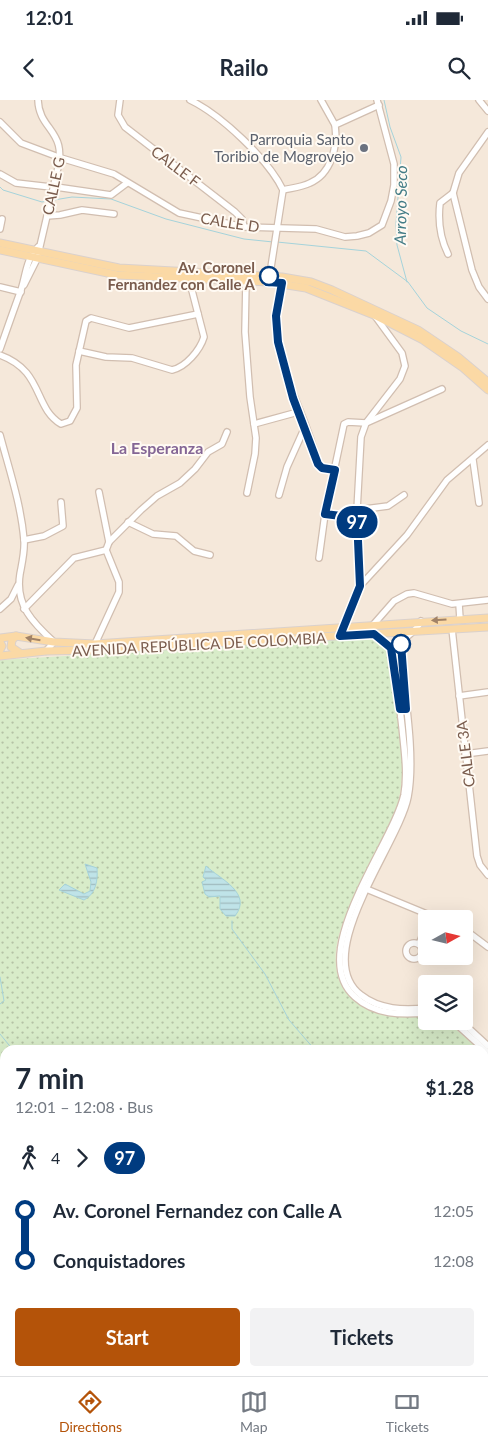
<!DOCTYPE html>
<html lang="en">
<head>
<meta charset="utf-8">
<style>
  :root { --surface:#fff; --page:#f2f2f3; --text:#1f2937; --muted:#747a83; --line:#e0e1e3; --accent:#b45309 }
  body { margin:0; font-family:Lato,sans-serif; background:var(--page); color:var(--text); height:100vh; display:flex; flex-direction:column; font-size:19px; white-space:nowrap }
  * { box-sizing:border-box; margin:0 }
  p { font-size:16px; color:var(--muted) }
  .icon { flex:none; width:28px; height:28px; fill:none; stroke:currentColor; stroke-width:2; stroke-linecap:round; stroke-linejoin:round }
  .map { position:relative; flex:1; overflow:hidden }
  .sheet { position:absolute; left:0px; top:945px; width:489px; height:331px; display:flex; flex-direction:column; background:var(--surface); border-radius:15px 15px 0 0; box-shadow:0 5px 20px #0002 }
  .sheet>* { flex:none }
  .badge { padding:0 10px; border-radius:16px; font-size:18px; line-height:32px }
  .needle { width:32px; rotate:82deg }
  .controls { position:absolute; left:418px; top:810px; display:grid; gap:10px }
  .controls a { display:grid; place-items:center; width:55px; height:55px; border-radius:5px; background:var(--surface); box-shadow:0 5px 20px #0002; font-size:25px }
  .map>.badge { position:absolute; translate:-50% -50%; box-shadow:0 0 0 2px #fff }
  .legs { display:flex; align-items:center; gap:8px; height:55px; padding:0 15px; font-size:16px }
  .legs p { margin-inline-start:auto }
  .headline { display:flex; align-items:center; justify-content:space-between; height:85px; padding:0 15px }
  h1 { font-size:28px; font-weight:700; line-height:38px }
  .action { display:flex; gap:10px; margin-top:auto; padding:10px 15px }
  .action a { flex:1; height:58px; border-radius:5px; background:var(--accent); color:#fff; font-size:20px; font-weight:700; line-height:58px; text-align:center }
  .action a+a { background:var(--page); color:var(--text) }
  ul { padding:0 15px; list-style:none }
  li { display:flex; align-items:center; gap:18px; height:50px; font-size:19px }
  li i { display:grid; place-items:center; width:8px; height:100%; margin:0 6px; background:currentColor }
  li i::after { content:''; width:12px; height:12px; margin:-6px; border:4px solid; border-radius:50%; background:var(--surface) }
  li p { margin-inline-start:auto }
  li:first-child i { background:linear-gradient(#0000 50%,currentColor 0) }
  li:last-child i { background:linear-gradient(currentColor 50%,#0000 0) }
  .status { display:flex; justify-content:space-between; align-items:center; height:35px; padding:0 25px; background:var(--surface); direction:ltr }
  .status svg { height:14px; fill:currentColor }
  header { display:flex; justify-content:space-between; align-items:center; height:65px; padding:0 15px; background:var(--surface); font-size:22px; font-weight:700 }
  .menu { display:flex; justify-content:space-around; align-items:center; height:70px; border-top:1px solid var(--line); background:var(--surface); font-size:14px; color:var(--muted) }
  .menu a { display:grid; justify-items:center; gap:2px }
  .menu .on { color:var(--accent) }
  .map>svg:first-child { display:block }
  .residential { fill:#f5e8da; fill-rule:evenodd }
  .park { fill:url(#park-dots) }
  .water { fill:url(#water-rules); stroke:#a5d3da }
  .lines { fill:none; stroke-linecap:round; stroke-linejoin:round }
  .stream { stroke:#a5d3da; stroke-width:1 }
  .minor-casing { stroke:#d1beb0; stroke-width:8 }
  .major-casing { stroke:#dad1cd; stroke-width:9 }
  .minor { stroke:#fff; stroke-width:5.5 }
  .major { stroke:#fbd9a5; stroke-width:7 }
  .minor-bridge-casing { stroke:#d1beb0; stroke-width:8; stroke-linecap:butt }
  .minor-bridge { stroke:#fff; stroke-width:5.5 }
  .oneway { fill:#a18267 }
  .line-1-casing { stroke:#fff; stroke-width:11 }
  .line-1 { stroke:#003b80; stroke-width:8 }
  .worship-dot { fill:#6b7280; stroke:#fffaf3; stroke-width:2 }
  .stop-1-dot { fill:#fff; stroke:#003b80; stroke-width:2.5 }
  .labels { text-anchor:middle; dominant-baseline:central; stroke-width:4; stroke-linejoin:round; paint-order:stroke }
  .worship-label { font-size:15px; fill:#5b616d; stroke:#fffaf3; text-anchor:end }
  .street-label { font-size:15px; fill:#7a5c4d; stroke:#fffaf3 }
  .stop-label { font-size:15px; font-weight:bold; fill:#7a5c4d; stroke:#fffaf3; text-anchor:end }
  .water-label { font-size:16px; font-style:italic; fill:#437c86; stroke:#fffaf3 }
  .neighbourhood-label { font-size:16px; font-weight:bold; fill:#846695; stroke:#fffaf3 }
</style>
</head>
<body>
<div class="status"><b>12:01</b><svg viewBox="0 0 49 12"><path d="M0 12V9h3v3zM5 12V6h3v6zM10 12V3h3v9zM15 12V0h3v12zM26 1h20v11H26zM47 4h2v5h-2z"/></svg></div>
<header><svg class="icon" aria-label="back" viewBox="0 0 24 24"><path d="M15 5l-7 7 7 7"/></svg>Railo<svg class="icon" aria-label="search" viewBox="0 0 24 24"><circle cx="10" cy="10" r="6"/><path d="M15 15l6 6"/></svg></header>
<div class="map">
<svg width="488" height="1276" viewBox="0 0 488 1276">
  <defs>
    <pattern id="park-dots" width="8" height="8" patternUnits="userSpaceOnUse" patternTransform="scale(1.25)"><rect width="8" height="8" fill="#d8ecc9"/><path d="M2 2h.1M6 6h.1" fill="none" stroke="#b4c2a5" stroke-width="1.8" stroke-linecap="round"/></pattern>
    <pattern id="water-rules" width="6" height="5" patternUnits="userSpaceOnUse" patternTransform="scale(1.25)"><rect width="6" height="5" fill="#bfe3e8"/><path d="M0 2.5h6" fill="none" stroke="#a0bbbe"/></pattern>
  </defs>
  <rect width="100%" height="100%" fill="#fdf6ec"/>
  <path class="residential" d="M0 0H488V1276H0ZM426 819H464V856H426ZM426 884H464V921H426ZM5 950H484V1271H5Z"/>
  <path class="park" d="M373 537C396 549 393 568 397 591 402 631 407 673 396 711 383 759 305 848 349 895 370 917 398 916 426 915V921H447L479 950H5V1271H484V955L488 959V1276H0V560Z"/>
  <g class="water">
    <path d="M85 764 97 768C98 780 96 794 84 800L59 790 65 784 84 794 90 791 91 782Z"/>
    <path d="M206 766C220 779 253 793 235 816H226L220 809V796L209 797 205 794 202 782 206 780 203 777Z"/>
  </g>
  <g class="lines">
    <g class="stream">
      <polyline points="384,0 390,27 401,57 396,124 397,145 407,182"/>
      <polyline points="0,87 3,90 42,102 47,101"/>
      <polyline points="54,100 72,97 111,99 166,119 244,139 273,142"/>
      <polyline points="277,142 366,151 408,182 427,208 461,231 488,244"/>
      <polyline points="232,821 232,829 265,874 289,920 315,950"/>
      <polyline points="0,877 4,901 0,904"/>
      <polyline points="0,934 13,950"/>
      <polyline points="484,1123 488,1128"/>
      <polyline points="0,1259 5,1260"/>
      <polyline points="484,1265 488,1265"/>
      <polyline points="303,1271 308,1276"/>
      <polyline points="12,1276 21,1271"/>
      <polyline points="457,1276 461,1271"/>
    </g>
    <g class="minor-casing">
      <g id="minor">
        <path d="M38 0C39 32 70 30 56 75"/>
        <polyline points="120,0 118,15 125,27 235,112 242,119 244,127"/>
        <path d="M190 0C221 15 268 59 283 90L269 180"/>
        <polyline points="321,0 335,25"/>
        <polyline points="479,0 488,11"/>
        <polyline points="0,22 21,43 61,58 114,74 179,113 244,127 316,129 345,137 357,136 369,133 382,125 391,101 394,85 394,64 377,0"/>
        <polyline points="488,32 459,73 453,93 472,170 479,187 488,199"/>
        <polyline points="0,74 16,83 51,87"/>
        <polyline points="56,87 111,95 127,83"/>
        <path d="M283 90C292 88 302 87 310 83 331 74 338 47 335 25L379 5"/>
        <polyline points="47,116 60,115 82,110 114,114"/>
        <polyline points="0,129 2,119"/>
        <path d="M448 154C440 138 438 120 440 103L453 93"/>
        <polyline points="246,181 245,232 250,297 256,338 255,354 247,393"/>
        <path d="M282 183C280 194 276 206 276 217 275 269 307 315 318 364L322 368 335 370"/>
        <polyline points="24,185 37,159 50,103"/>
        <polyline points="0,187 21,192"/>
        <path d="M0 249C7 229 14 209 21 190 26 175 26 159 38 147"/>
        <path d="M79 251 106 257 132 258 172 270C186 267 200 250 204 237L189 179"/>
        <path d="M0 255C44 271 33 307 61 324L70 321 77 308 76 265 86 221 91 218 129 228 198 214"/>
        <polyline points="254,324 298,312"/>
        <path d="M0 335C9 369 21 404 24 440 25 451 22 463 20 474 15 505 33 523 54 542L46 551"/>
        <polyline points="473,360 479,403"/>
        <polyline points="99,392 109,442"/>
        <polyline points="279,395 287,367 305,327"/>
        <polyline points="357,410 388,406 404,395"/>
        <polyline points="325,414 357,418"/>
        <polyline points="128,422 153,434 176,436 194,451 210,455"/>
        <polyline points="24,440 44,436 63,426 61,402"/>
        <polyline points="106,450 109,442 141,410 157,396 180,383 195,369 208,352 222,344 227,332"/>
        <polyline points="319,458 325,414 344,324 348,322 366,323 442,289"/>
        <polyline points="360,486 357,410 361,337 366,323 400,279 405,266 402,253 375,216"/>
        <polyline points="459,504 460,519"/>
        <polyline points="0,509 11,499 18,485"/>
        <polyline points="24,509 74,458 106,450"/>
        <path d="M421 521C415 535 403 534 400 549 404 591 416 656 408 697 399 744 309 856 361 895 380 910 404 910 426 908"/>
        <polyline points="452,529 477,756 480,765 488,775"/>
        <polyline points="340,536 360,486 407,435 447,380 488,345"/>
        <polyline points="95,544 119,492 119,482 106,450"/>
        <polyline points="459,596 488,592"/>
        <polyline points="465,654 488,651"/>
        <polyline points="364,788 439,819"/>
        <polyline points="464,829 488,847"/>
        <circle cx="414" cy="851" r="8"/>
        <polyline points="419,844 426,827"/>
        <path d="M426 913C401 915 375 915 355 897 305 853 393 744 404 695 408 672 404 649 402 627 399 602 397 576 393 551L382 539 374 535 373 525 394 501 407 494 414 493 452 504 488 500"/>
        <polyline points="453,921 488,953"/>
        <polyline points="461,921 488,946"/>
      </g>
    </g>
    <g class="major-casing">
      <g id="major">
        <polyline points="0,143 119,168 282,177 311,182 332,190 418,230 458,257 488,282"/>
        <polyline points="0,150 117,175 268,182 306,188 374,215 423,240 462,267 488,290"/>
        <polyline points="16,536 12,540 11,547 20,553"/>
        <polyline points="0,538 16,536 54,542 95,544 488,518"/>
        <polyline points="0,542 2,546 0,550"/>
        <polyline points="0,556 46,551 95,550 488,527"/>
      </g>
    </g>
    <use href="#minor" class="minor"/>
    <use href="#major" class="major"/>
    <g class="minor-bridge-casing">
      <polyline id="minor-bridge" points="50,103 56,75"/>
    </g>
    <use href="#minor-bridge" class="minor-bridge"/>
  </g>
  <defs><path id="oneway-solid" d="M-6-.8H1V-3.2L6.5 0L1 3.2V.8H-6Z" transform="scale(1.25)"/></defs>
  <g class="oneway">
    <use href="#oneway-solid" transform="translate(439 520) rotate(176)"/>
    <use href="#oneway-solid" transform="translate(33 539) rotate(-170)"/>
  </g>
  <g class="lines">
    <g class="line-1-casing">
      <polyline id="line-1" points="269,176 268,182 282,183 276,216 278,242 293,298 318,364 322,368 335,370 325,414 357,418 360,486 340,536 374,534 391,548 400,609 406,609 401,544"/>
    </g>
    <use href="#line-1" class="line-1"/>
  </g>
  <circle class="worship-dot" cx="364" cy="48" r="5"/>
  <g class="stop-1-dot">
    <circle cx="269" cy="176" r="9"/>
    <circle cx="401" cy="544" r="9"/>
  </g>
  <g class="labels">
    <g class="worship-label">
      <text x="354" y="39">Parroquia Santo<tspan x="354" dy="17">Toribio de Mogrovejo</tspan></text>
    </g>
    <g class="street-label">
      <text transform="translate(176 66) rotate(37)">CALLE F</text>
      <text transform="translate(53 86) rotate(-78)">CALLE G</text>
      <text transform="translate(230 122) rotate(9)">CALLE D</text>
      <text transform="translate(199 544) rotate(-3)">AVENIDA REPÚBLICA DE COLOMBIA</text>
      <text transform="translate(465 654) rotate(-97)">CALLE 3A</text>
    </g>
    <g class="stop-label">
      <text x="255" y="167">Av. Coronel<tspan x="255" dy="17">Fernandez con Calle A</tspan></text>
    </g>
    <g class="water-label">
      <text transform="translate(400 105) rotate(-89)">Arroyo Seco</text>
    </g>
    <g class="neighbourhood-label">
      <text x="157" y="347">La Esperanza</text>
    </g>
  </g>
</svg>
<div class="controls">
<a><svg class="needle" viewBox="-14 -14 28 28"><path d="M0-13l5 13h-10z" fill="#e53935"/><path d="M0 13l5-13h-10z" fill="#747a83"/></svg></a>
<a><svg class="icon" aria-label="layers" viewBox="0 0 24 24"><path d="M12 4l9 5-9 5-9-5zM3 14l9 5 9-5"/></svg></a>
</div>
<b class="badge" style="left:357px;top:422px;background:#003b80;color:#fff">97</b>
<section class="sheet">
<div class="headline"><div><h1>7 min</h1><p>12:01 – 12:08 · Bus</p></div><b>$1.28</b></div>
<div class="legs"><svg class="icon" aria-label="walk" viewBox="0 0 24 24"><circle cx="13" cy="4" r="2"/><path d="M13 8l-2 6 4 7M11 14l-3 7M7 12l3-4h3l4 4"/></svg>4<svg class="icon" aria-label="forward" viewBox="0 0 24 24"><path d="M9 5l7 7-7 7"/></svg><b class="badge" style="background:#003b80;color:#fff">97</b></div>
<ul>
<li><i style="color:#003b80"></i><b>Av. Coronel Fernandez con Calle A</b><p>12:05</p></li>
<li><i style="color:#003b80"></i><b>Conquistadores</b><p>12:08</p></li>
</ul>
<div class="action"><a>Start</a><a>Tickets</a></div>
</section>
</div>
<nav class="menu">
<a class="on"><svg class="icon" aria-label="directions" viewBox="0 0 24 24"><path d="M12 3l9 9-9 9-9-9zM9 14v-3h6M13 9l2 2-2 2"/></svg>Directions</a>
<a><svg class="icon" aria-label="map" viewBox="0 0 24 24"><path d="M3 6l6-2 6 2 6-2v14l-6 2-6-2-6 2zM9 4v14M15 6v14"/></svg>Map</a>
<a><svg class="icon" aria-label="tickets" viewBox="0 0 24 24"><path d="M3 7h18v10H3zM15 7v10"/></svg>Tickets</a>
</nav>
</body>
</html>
——
- **WHAT THE TASK ASKS**
What is the number of lines in the records above that include the word "body"? Reply with that number and nothing more.

- **YOUR SOLUTION**
3